** WHAT TO PRODUCE **
Please say how many lines in the records below contain the word "Vidal". Give only the number.

....

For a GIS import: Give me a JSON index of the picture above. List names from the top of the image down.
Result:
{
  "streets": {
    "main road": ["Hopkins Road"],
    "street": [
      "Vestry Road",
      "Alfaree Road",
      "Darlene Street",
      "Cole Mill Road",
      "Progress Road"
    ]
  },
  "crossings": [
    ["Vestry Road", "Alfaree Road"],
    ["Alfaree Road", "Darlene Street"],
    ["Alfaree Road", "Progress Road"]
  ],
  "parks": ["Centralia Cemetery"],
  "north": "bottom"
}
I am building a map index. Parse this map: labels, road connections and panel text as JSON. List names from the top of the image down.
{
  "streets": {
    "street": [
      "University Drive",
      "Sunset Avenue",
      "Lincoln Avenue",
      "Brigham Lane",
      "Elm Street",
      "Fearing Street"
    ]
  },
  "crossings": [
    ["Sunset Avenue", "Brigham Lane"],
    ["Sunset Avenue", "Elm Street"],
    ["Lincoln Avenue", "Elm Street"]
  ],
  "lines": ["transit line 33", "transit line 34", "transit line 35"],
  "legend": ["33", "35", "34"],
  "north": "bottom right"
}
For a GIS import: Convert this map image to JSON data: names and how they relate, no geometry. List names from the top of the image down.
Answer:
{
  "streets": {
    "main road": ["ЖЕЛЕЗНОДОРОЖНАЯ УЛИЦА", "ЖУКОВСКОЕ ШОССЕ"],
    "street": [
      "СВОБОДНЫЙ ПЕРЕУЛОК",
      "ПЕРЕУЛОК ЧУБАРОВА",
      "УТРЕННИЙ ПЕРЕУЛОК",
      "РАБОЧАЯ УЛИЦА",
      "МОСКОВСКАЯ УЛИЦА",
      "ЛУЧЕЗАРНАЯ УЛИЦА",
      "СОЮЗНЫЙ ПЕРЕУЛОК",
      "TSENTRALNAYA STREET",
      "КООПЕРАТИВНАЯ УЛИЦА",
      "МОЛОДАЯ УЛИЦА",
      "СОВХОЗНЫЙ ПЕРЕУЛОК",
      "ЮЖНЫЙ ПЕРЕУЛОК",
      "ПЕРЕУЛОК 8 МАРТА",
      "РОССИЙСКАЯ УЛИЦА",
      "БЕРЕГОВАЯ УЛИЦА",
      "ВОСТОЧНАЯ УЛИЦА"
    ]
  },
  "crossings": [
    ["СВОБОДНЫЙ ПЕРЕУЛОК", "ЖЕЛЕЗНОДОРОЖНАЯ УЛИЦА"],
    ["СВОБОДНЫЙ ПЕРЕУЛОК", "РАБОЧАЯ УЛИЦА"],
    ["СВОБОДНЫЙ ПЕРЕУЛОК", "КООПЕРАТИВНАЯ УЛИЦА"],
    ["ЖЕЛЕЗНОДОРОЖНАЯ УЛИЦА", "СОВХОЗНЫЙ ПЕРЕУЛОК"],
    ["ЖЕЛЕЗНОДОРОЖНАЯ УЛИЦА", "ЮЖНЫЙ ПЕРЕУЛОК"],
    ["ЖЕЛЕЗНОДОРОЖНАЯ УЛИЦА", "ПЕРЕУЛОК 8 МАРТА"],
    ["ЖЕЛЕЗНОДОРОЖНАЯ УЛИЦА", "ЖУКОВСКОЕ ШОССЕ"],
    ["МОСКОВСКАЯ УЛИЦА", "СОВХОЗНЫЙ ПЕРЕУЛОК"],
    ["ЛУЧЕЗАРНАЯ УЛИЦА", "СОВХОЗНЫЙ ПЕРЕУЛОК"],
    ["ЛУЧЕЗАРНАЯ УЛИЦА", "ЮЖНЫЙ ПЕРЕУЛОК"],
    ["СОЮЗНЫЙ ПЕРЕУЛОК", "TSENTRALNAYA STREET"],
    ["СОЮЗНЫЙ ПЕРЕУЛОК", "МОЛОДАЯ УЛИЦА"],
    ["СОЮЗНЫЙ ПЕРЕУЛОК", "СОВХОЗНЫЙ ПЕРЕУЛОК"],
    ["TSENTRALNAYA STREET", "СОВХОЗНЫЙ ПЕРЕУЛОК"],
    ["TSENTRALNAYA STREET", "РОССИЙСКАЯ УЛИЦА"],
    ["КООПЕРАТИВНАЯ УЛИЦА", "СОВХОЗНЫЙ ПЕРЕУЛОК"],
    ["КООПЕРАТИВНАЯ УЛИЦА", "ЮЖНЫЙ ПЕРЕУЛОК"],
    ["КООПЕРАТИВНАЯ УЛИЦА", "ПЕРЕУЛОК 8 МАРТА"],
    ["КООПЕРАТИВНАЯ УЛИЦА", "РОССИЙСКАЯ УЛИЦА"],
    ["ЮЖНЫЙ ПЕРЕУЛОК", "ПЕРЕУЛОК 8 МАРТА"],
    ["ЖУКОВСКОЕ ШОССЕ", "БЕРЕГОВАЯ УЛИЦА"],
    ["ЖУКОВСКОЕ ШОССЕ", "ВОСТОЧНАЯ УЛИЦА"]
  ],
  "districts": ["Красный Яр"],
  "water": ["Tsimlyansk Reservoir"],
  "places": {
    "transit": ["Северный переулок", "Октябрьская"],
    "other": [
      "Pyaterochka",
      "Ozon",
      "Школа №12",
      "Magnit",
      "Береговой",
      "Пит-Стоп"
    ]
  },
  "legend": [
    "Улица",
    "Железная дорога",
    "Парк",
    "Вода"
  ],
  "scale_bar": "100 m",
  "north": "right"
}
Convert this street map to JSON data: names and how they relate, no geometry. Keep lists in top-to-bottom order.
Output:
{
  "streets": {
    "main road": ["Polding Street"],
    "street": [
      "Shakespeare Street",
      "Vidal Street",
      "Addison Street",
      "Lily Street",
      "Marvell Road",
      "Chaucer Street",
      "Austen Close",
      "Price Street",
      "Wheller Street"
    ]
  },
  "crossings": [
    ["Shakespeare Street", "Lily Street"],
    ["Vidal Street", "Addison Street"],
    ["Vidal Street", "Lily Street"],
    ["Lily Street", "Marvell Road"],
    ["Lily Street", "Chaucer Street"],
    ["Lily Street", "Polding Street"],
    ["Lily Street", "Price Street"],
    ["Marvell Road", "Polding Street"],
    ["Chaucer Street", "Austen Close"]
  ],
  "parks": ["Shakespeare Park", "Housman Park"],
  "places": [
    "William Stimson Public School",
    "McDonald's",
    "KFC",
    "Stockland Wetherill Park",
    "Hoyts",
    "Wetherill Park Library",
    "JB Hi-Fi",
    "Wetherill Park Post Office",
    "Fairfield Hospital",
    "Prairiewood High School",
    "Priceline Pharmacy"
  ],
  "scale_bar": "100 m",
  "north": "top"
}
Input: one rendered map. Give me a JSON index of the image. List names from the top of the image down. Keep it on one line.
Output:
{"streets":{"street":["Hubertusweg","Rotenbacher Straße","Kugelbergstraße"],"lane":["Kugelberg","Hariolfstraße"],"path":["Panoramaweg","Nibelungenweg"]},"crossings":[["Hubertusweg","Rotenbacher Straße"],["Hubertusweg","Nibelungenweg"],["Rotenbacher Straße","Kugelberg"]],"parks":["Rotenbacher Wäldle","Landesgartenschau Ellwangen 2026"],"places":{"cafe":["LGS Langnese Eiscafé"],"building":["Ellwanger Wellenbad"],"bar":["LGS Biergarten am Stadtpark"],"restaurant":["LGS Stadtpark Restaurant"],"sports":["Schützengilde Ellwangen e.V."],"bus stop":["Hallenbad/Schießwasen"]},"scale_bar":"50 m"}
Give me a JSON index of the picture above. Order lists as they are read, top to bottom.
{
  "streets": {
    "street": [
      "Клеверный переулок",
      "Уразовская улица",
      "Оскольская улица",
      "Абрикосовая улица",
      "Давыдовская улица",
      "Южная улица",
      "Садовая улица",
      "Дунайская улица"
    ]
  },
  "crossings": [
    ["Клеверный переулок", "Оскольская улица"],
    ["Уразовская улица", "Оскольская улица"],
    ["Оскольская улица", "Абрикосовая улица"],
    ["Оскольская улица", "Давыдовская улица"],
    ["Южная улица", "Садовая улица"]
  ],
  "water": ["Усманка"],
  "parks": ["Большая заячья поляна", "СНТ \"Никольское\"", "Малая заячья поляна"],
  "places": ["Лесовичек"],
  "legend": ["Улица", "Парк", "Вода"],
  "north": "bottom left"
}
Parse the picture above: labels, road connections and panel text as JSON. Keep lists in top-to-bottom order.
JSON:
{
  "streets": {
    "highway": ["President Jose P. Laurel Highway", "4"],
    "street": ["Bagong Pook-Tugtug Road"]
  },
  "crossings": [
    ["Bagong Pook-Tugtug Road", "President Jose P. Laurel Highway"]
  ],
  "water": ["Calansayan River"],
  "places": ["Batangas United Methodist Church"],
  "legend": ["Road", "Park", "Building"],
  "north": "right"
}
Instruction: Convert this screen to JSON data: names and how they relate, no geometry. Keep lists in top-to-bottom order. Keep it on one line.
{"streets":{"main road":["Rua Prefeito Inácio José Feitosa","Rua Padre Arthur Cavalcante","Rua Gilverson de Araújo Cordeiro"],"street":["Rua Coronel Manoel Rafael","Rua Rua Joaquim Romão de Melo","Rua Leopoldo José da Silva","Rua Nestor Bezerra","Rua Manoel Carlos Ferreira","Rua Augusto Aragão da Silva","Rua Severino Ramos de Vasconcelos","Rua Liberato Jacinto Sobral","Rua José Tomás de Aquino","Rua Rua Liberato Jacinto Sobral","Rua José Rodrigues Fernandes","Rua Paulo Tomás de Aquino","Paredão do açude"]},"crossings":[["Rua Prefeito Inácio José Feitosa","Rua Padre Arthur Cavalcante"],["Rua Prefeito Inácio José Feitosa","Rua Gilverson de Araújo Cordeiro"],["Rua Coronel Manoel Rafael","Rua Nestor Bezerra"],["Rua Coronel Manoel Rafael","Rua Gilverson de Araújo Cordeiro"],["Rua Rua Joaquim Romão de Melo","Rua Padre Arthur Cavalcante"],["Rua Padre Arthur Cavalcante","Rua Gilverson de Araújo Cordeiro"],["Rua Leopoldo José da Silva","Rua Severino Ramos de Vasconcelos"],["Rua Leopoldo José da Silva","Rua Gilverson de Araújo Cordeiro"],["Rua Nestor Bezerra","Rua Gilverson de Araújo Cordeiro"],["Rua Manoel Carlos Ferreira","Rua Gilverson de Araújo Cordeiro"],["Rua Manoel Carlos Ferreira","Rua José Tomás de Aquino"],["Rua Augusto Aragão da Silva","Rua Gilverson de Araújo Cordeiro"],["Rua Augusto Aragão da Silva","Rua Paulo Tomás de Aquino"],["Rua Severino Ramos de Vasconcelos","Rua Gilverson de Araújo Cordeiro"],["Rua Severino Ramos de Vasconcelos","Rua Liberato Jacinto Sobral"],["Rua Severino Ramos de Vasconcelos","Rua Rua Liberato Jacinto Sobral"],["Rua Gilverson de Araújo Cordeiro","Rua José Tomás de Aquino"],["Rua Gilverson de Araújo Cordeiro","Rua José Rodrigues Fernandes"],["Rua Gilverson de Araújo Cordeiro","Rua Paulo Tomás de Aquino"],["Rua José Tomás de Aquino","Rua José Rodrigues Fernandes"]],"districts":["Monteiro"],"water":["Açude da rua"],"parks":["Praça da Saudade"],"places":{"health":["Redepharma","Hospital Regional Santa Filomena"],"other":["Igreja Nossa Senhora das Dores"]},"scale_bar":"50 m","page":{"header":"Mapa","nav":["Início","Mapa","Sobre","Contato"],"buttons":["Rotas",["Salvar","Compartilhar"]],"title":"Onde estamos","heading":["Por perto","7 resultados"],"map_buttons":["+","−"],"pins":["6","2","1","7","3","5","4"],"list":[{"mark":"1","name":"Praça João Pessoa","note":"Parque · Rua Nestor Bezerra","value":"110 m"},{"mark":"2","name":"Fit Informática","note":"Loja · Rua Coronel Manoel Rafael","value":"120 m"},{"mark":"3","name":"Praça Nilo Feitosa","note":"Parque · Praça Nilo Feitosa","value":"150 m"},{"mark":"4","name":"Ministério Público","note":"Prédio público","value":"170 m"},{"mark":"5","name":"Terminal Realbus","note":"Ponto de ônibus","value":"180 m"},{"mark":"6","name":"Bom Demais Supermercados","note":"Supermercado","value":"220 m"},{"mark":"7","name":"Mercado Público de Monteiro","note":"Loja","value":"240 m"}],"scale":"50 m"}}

....

** PROBLEM SOLUTION **
3